Microsoft Could Launch a Start Menu Option in Windows 8

Now that Sinofsky is out, Microsoft could reconsider its options for Windows 8

  Windows 7 was the last Windows OS to have a Start Menu
Windows 8 dumps the traditional Start Menu and instead adopts a “confusing” Start Screen that relies on live tiles to let users launch apps from a single screen.

Windows 8 dumps the traditional Start Menu and instead adopts a “confusing” Start Screen that relies on live tiles to let users launch apps from a single screen.

Steven Sinofsky, the former Windows boss, is one of the main Microsoft executives who wanted to replace the Start Menu with a Start Screen, claiming that adopting a feature that would better mix the desktop industry with the touch-optimized market would support the company’s long-term plans.

CIO Today writes that Sinofsky even convinced CEO Steve Ballmer to adopt his idea, so all Windows 8 workstations now come with a Start Screen.

Steven Sinofsky is no longer head of the Windows division and more and more voices familiar with matter are hinting that a Start Menu option could, after all, land on Windows 8 platforms.

There are already several third-party apps that could restore the Start Menu on Windows 8 and Stardock’s Start8 is one of the most popular.

Kris Kwilas, Stardock's technology vice president, says that his software has already sold tens of thousands of copies, while even more consumers take the trial version for a spin.

“Early adopters of Windows 8 feel there's something missing -- a comfort factor for how they want to use their PCs," Kwilas says, hinting that Microsoft may actually develop a Start Menu for Windows 8, just to make sure its new operating system isn’t considered a confusing solution anymore.

But Steve Ballmer said in an interview with the Associated Press in October that Microsoft has absolutely no intention to bring back the Start Menu.
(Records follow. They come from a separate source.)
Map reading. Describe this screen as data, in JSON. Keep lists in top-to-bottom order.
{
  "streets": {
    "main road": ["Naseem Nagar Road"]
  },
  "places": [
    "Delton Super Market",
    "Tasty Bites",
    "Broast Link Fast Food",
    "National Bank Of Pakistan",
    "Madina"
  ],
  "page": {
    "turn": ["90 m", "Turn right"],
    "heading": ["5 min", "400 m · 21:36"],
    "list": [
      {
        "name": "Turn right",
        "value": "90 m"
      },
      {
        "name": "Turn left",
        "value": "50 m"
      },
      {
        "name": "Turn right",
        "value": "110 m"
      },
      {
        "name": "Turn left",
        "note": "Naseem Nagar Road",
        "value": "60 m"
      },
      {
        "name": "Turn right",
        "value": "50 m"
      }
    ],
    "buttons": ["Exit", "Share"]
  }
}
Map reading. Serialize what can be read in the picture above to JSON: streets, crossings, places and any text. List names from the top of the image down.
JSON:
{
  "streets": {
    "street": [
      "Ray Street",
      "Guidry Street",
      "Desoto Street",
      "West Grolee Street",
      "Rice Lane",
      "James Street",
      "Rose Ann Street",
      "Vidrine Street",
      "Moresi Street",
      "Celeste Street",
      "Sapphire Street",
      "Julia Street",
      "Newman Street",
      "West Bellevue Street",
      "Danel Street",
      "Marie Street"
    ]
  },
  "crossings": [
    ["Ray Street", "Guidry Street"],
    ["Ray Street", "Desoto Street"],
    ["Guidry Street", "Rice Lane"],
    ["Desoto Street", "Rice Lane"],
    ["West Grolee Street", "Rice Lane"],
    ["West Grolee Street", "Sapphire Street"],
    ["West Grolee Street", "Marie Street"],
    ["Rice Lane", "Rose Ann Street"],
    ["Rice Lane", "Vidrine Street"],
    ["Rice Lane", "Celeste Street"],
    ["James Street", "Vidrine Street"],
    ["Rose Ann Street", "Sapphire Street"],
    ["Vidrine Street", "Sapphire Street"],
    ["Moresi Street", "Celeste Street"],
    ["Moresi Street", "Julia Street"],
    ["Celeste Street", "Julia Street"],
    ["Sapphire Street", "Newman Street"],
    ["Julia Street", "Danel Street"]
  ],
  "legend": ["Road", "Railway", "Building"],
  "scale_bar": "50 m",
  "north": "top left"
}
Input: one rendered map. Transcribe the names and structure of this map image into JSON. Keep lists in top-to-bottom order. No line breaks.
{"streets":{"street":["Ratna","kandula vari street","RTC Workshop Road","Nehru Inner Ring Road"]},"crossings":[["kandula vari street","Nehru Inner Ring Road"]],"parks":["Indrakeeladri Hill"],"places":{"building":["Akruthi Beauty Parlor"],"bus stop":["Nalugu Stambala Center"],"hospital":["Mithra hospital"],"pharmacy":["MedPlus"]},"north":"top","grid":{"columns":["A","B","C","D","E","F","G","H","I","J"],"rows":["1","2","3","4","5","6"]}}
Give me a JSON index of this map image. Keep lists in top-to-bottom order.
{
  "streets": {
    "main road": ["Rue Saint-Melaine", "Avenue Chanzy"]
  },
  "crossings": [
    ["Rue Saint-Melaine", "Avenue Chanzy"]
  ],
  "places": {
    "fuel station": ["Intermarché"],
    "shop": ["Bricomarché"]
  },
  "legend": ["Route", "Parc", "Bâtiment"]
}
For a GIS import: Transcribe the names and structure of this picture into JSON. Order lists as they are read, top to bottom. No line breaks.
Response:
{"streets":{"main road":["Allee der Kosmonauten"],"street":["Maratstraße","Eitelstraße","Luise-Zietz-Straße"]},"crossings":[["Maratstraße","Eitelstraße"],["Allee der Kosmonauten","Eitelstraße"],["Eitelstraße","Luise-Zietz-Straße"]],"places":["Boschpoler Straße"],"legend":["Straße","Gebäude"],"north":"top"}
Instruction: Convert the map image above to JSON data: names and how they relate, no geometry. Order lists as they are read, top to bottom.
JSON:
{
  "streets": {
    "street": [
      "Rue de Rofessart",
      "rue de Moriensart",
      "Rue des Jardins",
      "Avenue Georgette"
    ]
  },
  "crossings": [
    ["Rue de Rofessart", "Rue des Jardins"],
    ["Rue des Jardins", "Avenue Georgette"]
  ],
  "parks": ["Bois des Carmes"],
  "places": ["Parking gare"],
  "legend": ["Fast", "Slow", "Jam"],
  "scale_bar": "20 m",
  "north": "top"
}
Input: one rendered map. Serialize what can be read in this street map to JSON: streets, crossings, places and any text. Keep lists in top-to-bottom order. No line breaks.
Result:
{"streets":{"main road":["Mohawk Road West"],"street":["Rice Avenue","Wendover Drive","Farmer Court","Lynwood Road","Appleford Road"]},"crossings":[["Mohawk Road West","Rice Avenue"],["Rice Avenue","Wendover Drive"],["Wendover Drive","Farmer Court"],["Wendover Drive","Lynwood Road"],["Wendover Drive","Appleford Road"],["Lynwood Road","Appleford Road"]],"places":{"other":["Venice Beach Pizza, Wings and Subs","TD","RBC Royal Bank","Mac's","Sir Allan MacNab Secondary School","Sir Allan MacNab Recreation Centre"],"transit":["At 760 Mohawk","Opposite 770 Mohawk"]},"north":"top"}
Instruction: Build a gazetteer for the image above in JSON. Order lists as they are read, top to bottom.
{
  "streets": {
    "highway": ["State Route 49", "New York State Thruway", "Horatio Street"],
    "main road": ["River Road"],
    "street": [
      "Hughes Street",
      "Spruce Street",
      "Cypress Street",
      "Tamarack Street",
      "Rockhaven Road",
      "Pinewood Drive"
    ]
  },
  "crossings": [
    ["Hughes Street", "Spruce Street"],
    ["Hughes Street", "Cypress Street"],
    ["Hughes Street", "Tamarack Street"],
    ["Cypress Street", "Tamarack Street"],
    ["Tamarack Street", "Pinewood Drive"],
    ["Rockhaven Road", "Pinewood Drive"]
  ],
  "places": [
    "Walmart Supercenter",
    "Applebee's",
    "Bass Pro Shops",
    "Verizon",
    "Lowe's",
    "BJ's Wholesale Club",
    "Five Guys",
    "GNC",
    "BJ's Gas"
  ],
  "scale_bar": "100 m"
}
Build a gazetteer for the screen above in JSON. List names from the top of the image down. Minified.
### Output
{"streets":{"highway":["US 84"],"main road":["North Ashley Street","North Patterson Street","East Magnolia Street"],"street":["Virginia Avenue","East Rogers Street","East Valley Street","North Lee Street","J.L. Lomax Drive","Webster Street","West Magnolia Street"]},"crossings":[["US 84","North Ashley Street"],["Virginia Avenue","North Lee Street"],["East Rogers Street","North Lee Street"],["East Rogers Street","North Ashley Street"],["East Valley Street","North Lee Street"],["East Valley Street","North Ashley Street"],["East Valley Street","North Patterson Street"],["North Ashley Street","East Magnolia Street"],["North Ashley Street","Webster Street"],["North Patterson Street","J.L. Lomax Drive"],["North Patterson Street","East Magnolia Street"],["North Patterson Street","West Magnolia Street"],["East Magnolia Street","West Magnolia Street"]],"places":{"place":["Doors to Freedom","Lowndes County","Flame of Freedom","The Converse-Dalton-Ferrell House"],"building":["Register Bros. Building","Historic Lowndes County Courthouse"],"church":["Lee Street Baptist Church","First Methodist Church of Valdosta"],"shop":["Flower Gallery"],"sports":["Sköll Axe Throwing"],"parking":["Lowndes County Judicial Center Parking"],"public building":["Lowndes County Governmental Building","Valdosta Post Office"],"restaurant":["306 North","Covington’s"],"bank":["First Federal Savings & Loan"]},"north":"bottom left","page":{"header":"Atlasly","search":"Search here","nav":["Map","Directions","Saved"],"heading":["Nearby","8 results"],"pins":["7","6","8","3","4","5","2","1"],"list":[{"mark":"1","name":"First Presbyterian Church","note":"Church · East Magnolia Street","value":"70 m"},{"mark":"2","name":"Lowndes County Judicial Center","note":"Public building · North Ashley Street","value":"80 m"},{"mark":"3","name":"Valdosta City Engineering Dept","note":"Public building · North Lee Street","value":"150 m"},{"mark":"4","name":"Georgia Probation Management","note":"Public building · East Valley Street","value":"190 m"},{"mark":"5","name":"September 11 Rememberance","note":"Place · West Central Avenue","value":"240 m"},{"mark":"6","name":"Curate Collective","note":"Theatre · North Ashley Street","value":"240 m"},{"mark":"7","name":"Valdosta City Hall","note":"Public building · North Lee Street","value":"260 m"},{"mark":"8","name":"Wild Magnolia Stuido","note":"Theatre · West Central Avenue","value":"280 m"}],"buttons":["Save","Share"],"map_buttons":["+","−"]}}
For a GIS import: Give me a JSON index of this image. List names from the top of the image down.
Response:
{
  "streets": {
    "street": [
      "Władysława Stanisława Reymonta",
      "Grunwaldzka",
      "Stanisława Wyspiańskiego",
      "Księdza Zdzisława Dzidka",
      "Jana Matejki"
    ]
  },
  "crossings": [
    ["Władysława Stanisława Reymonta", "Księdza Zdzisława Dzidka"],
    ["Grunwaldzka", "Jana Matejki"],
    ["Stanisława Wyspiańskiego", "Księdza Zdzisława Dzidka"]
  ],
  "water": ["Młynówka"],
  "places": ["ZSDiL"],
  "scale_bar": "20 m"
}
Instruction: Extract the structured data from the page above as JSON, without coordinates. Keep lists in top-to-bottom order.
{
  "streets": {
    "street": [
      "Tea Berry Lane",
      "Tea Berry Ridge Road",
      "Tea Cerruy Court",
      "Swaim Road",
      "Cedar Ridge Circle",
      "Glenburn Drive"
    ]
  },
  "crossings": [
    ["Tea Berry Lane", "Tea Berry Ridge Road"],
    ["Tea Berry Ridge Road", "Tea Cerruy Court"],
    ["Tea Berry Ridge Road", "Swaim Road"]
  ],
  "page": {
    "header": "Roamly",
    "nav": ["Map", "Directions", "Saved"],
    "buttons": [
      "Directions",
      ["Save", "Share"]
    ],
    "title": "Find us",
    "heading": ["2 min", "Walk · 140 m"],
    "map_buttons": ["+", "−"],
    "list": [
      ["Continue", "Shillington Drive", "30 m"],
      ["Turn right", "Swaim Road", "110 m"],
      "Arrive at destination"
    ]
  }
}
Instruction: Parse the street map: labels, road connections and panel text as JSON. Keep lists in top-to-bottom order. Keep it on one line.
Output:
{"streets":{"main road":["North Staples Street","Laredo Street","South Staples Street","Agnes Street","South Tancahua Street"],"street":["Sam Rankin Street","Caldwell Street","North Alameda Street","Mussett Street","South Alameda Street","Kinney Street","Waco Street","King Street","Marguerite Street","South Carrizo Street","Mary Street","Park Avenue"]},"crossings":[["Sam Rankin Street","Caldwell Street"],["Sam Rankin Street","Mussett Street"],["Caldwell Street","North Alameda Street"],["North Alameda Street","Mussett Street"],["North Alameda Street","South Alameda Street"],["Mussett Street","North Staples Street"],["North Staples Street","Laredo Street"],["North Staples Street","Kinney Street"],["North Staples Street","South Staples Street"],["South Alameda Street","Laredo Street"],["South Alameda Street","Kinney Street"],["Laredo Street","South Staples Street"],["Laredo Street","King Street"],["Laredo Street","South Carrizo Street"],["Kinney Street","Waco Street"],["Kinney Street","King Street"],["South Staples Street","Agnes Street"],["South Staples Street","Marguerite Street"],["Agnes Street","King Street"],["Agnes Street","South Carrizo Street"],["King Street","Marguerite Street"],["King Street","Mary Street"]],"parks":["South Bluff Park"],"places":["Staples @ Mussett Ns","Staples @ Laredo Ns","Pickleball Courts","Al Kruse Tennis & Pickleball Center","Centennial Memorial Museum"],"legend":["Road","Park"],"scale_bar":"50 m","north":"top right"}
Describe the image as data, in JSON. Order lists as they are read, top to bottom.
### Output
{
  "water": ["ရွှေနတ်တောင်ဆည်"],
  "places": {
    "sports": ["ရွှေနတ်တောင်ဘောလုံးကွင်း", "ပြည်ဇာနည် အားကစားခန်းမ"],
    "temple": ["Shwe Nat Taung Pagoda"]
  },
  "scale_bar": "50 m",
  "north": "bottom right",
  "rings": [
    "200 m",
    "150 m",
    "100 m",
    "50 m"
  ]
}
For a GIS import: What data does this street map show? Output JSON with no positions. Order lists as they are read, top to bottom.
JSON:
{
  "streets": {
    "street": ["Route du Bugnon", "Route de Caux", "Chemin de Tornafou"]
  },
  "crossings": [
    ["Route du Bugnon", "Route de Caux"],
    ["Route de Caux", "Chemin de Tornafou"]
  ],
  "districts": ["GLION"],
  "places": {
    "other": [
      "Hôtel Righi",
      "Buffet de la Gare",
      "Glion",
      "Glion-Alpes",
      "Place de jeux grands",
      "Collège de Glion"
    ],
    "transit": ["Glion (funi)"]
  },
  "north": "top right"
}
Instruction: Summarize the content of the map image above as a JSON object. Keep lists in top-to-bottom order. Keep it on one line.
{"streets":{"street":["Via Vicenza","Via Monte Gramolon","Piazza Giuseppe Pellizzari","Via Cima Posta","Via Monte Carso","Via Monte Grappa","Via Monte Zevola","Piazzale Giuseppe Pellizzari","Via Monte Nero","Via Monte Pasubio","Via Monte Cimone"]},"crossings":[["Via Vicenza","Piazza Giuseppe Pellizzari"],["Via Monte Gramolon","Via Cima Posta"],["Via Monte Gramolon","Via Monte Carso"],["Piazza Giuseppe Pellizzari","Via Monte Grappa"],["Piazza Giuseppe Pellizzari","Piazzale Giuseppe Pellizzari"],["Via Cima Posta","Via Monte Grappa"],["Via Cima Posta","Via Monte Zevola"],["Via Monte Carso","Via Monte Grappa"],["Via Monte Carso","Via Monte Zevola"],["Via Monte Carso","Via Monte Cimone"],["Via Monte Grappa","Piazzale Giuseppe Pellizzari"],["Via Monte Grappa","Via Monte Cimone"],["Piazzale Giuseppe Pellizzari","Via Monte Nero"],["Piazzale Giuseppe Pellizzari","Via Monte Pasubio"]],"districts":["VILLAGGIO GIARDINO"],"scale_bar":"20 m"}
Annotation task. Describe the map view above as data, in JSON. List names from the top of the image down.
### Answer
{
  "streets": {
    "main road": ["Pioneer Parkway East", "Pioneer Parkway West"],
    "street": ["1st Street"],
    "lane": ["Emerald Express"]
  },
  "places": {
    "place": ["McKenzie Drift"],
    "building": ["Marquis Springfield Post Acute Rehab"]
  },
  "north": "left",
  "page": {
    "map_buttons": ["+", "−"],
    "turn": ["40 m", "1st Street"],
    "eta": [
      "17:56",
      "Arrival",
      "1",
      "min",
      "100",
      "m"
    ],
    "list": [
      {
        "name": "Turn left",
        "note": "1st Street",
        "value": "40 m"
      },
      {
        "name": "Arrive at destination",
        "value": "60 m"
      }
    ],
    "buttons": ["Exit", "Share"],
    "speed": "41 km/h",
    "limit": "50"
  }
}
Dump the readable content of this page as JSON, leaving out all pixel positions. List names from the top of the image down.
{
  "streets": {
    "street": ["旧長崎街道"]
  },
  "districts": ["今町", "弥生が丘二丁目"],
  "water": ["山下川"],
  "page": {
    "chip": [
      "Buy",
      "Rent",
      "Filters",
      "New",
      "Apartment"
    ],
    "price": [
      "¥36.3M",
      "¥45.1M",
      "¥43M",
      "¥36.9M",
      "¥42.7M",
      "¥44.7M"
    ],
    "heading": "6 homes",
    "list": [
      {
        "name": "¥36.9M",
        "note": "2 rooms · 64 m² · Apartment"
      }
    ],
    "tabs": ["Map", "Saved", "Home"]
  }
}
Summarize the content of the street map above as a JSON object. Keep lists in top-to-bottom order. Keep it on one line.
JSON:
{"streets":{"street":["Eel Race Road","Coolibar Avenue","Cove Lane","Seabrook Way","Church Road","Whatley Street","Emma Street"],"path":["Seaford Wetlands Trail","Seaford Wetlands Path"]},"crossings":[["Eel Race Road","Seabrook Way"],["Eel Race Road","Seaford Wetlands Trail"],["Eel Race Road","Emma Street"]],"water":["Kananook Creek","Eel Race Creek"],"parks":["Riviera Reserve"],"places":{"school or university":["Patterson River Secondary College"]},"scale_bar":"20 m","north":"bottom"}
You already have “a whole screen as a Start button,” Ballmer said.

Steven Sinofsky, on the other hand, explained during the Windows 8 launch conference that it’s just a matter of time until people get used to the new Start Screen. The same happened with the Start button too, he explained.

“You know, as familiar and productive as Windows 7 is for customers today, the world that led to Windows 7 began back in the early 1990s when familiar concepts like the Start menu were first conceived. Familiar today, but completely new when it was first released. That technology world was so very different than the world we experience each and every day.”